Problem statement>
For each line below that holds the string "overflow", add one to a tally; report that tally alone.

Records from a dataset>
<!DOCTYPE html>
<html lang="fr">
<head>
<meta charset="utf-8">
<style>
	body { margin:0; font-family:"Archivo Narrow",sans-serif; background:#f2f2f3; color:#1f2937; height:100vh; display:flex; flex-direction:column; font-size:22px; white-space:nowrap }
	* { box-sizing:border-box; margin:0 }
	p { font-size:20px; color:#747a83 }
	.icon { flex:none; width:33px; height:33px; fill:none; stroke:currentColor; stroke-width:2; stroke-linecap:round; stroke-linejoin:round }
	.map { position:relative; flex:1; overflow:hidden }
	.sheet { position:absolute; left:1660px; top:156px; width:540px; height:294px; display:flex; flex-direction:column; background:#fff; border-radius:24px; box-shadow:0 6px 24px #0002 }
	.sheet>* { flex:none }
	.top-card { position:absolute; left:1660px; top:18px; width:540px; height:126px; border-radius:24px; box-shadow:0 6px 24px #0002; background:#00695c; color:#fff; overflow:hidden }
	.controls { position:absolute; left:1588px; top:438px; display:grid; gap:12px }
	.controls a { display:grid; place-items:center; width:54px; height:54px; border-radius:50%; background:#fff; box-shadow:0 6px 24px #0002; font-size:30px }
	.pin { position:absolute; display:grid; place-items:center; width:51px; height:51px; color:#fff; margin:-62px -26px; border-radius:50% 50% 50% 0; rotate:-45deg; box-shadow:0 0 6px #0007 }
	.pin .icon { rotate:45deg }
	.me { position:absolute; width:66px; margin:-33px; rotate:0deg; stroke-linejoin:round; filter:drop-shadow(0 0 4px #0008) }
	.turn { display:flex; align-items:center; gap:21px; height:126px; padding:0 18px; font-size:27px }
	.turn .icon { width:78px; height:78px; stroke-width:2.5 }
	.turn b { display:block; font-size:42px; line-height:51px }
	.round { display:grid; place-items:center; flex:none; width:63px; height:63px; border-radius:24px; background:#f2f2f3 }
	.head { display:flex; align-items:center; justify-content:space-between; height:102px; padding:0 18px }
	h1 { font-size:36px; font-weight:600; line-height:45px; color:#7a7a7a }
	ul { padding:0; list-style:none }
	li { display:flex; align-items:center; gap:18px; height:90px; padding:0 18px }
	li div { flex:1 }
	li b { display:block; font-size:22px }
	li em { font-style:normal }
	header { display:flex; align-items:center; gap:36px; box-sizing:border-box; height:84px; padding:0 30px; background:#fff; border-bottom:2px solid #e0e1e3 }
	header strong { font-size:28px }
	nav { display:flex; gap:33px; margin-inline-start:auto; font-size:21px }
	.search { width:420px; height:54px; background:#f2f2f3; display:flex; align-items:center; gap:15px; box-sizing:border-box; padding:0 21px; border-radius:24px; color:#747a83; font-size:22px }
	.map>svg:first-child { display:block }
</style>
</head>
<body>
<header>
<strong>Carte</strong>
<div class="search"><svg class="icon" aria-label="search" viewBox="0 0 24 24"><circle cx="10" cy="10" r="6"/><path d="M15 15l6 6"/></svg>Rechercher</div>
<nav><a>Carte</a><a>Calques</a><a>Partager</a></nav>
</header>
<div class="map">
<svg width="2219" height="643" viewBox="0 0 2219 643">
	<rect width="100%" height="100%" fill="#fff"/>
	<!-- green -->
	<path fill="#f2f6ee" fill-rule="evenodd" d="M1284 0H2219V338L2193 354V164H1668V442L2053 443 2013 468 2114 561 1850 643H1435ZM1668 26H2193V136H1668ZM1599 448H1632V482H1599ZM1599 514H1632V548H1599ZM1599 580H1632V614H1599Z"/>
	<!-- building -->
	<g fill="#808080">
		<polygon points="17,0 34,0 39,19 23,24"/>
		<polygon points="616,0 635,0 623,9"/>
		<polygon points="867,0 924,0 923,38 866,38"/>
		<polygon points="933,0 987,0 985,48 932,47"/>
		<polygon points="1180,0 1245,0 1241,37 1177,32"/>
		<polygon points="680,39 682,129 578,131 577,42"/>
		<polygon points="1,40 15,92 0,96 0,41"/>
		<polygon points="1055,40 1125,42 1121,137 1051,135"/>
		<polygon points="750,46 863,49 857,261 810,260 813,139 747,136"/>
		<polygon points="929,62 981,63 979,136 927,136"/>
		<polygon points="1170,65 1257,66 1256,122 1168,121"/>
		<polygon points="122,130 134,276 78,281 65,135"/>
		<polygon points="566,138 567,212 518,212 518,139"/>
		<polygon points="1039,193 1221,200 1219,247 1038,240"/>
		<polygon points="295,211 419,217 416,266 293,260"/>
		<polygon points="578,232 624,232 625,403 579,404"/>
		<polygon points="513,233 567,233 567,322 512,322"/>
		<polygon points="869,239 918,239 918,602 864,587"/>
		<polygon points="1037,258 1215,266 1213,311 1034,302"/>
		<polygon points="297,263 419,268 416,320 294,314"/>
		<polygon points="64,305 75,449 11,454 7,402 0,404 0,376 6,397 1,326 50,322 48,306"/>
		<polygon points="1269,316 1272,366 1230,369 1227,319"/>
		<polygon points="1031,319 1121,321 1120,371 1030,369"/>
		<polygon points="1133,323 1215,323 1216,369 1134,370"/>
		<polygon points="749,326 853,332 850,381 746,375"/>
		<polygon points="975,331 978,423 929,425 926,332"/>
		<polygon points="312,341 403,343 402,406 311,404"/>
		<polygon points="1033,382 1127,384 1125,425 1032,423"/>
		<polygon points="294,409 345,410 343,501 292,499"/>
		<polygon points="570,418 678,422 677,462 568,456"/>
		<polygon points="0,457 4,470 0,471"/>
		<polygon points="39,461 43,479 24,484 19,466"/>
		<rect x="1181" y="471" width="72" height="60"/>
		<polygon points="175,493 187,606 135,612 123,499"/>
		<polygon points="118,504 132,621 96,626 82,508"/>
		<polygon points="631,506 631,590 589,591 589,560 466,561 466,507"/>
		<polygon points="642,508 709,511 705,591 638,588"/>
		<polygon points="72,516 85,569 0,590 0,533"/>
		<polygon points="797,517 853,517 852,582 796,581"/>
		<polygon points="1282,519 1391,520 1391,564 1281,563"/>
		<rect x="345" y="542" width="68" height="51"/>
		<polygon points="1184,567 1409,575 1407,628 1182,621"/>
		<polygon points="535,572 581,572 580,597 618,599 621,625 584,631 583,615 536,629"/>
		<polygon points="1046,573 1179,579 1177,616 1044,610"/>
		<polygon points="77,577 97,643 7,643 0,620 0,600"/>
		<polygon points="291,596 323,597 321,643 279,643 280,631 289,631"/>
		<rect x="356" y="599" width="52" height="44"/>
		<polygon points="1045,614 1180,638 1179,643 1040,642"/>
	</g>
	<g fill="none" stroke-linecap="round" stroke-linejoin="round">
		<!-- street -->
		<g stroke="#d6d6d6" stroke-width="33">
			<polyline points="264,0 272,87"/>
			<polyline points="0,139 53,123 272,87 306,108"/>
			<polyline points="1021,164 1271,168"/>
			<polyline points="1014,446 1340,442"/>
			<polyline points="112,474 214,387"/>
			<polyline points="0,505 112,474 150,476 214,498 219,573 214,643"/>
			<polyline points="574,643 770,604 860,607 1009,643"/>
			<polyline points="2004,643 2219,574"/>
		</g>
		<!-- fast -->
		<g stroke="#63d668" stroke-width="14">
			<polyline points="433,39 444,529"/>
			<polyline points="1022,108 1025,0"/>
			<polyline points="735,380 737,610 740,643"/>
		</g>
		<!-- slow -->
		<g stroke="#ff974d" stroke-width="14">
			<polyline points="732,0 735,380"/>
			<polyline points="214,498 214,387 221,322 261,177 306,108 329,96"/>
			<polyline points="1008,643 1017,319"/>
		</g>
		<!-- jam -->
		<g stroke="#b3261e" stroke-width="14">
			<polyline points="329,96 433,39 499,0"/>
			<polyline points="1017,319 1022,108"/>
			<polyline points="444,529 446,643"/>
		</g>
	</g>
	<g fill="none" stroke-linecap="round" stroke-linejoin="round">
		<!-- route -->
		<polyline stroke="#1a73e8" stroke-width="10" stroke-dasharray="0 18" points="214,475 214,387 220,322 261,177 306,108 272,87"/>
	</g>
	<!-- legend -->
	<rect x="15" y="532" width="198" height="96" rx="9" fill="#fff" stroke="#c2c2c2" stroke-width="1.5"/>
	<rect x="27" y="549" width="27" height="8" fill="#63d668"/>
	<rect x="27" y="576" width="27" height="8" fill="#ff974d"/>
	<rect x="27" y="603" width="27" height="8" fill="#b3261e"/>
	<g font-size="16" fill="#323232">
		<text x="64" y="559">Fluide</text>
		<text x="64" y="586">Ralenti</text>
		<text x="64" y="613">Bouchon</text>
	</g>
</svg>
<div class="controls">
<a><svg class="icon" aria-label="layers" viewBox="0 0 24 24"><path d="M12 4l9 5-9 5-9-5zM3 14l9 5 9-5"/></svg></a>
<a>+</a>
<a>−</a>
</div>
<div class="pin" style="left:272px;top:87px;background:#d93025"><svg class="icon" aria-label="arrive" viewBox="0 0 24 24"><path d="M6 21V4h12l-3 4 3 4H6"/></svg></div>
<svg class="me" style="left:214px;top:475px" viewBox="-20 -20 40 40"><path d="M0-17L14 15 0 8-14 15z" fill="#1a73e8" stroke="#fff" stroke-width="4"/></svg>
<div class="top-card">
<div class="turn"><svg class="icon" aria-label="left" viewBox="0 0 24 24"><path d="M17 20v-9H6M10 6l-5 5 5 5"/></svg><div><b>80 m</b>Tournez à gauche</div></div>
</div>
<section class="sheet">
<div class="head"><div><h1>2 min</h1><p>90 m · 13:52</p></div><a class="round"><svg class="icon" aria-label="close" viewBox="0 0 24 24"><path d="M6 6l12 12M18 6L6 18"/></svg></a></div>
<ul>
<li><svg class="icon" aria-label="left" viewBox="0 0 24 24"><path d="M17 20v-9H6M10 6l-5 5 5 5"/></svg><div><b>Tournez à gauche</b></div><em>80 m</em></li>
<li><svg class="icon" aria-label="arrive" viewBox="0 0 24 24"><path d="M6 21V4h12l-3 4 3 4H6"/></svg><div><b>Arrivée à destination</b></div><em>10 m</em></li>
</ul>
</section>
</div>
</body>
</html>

Answer space>
2